Late to the party tonight - excellent update, makes a lot of stuff clearer and loving the simplifications/optimisations.
I can report that on the last release I can consistently crash all sn_node processes witha single upload of a 1.9Gb file.
When I try to upload directories of smaller files around 300Mb each the sn_node processes appear to stall rather than crashing.
What I mean by this is I regard any sn_node adult process that does not exceed 4kb/sec disk write as stalled. The adults are the processes that have the largest Disk Write totals - ie the top four in te screenshot below
and here is the CPU and memory graphs for uploading single ~300M files, then a directory of similarly sized files. The final spike is me running the log collection process
I want to replicate the real world case of folk uploading their favourite videos/photos/music whatever. These will likely be large directories of perhaps 1Gb+ files.
Am I making life hard for myself by doing this on a local baby-fleming? Cos in real life this will be done on a machine running ONE node in almost every case. So Im not sure if I/we are poking the correct corners?
But if it results in more efficient code then I suppose its worthwhile. So major thanks to @joshuef and the rest of the devs.
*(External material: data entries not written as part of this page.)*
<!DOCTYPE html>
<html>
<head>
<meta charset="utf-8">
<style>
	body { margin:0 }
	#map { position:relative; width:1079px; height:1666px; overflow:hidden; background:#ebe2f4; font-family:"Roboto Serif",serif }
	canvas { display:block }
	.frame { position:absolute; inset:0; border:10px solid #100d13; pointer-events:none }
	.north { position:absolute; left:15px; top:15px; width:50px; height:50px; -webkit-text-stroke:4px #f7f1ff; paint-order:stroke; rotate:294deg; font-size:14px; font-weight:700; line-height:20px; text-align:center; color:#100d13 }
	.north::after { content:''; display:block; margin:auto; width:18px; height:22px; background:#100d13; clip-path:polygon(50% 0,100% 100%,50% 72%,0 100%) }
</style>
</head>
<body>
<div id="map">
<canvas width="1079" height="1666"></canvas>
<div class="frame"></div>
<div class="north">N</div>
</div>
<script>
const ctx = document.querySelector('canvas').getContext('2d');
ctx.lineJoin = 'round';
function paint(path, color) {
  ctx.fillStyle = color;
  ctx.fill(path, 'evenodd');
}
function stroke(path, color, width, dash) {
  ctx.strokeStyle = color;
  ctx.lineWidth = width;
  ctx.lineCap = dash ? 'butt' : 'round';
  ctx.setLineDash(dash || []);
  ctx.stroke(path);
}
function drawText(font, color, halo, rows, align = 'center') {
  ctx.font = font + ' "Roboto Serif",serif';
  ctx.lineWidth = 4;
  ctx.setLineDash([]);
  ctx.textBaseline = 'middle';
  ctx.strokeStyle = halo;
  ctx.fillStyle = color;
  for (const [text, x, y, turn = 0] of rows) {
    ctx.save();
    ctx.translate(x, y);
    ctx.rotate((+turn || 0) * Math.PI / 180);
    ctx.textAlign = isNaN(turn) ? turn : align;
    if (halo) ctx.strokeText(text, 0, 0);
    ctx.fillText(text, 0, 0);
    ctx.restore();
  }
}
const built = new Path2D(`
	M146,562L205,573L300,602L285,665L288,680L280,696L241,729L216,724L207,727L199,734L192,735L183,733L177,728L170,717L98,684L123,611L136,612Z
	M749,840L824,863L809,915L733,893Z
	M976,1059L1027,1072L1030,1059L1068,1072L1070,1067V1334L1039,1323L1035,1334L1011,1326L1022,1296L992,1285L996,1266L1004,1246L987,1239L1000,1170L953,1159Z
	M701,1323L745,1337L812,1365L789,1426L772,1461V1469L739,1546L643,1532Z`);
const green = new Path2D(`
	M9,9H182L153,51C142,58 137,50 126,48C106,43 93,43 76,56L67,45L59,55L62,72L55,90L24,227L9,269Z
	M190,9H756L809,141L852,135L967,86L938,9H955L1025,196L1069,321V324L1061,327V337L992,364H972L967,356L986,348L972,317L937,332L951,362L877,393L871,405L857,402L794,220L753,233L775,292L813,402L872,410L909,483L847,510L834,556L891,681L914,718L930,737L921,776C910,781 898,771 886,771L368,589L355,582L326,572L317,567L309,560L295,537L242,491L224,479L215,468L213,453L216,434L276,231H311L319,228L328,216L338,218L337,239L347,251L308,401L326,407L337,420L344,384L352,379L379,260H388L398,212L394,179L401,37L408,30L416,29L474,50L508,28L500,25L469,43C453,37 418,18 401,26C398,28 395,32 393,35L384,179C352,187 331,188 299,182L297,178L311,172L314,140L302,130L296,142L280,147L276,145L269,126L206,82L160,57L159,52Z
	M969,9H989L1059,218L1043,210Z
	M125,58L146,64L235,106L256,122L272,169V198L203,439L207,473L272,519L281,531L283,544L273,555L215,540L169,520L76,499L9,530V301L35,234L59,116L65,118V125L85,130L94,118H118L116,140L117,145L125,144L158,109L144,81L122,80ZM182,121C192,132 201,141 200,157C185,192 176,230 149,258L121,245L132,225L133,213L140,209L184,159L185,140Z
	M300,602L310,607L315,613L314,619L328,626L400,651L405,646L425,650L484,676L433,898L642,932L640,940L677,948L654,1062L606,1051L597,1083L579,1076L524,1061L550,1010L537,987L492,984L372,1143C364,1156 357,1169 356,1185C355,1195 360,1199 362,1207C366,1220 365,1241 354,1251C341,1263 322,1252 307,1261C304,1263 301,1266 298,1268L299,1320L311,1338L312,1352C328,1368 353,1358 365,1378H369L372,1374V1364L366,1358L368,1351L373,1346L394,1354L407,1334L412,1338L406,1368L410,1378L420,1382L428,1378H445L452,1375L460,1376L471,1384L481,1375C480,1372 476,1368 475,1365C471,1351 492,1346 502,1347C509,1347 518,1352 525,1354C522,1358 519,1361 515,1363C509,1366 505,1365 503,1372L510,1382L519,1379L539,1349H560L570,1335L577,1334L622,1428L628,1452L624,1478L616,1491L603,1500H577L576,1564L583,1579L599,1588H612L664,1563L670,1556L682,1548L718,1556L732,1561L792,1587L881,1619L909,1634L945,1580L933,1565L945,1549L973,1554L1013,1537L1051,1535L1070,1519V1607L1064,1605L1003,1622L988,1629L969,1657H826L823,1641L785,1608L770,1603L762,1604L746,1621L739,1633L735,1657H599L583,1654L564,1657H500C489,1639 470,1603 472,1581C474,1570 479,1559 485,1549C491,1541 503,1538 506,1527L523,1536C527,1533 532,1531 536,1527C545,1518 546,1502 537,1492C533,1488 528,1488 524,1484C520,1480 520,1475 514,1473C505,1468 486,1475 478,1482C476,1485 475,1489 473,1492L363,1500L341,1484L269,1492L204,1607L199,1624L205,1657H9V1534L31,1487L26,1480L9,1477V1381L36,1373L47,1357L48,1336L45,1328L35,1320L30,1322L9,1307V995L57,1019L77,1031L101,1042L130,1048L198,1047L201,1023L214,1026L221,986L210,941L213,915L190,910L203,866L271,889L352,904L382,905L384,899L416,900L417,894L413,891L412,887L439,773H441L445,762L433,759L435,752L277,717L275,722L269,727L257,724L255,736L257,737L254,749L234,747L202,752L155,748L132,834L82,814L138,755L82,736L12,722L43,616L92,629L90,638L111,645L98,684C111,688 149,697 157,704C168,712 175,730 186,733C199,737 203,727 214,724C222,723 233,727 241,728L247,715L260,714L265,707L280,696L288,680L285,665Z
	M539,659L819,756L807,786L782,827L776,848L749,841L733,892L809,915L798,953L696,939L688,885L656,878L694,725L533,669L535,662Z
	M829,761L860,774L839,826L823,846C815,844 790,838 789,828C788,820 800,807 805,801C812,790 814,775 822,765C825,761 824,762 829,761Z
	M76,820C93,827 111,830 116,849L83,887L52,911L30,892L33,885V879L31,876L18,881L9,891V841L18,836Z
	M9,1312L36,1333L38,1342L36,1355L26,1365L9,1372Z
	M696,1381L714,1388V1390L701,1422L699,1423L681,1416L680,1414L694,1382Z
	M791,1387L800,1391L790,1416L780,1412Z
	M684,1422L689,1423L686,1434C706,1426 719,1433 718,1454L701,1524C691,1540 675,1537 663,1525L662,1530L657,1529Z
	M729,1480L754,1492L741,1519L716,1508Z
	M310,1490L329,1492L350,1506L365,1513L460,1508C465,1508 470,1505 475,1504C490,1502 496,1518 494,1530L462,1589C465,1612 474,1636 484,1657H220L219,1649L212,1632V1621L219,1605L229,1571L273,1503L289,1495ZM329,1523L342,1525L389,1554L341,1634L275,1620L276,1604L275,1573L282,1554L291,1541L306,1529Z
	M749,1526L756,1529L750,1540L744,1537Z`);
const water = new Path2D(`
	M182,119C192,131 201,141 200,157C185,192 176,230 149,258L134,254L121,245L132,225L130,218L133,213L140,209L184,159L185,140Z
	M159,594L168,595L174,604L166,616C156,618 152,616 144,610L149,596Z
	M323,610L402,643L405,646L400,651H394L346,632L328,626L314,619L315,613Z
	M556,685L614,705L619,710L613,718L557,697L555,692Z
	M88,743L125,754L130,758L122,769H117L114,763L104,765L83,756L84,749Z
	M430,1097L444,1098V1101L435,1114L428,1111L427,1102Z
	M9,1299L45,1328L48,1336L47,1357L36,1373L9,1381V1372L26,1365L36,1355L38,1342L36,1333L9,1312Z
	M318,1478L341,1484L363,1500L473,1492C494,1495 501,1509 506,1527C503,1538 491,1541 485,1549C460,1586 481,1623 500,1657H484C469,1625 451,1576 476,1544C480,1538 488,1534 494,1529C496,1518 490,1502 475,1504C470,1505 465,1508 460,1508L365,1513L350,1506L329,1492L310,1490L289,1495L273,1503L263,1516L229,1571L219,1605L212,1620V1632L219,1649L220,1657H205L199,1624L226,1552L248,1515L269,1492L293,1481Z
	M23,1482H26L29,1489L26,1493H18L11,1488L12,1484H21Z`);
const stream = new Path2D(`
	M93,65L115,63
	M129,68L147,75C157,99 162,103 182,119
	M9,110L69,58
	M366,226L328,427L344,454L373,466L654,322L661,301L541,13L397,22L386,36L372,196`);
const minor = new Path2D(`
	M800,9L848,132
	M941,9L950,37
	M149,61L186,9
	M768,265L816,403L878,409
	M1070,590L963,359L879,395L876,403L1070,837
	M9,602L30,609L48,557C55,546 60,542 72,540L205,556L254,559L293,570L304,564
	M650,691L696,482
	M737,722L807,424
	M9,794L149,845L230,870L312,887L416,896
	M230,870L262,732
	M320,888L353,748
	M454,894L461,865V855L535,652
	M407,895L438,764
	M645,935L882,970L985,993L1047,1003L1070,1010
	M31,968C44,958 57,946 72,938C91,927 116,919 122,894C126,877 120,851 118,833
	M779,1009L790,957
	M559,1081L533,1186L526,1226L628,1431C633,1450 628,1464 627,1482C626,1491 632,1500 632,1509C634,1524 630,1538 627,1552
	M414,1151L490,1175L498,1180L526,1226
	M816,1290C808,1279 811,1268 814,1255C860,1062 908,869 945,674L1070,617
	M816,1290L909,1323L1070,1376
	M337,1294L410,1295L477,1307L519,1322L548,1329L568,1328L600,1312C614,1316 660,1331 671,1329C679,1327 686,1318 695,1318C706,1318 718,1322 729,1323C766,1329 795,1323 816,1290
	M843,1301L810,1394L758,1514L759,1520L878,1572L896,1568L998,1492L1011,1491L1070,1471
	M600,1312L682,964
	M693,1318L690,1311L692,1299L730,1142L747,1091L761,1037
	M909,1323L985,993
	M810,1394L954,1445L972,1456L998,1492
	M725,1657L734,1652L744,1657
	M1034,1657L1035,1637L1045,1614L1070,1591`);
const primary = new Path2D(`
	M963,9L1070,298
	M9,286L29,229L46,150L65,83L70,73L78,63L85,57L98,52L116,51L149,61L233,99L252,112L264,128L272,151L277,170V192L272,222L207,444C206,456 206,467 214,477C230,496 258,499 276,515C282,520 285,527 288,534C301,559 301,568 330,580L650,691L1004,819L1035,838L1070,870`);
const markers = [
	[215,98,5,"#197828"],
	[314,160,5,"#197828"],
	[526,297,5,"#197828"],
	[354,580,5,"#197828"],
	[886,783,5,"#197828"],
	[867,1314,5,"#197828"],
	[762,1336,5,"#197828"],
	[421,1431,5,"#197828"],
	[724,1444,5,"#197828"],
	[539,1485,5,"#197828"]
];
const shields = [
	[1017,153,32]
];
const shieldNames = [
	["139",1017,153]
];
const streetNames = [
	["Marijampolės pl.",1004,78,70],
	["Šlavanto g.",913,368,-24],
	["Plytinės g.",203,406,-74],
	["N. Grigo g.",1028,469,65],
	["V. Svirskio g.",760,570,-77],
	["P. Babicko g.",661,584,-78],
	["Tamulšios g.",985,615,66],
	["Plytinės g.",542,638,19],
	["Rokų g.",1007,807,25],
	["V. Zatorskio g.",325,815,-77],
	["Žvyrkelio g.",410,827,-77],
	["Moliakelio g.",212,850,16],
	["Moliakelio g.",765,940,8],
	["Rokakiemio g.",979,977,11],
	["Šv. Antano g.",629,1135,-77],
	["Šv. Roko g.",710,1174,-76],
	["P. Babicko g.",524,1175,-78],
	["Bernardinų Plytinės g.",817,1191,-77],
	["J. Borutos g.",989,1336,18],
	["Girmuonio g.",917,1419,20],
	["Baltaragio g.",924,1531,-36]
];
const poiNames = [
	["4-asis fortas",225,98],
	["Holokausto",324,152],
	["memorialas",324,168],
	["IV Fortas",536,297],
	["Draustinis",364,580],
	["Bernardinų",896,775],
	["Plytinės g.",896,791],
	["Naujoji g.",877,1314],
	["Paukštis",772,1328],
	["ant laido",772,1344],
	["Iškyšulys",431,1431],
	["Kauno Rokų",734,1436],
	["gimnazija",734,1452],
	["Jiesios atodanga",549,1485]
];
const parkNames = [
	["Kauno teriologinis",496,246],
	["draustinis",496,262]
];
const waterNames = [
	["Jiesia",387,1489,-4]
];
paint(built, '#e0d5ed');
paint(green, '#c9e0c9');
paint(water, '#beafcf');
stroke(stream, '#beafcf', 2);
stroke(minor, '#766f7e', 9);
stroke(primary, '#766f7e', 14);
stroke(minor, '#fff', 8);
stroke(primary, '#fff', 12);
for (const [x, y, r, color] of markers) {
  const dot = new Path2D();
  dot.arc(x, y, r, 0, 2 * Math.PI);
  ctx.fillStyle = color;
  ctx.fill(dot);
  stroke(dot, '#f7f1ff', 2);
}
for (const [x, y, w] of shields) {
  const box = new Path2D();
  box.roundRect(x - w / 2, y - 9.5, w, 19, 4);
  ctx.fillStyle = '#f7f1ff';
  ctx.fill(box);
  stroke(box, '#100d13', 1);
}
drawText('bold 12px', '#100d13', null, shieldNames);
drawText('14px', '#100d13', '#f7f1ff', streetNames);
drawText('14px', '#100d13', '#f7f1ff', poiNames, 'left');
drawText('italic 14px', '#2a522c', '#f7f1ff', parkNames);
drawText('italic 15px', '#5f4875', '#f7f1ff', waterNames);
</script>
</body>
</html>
I just tried local testnet with 30 nodes and with large files (folder with 1,5-2,5GB files) it stalled after some time, but none of the nodes crashed.
Before it got stalled I was seeing steady 10 Gbit of traffic at the loopback network interface, I wonder if that is just a coincidence or I was hitting a limit somewhere.
This is a huge speedup. Does anyone know the throughput for other large scale storage networks? Just trying to get a feel for how this ranks in a broader context. Probably hard to compare since the context is more important than the number. Any ideas?
This is why I was desperate for someone else to try this. Is there something weird with my setup on this one box or is there a major problem with the code itself?
Now we have two reports its still a crazy small sample, hopefully a few others will try and report back.
Im glad to see you can replicate the stalling. If you have the logs please put them on filebin.
Remember, this is limited to sending the same msg to many peers. So in reality you won’t be doing more than 7 normally. Sending to clients could be a lot more for popular data (and in fact I think we can ditch the Dst altogether there tbh; it’s not needed for clients).
There will be some tweaking to be done to try and optimise client sends around this. Maybe some batching or some such eg, or the cache stores the encoded bytes as opposed to the data
I tried to upload a 2GB file on an 11 node network locally (commit 6884257).
The upload failed (process killed) but all the nodes are still running. The cli process was killed after the big peak to the top of the chart on the right. Ran out of memory after 42s of uploading.
Ah interesting. Maybe the client is killing us then. Could well be. @bzee has been poking about wanting to refactor there the last week; so this’ll be another good angle to consider there.
Im getting this consistently with the latest release BUT the sn_node processes are not stalled and I can continue to upload other files - for now anyway.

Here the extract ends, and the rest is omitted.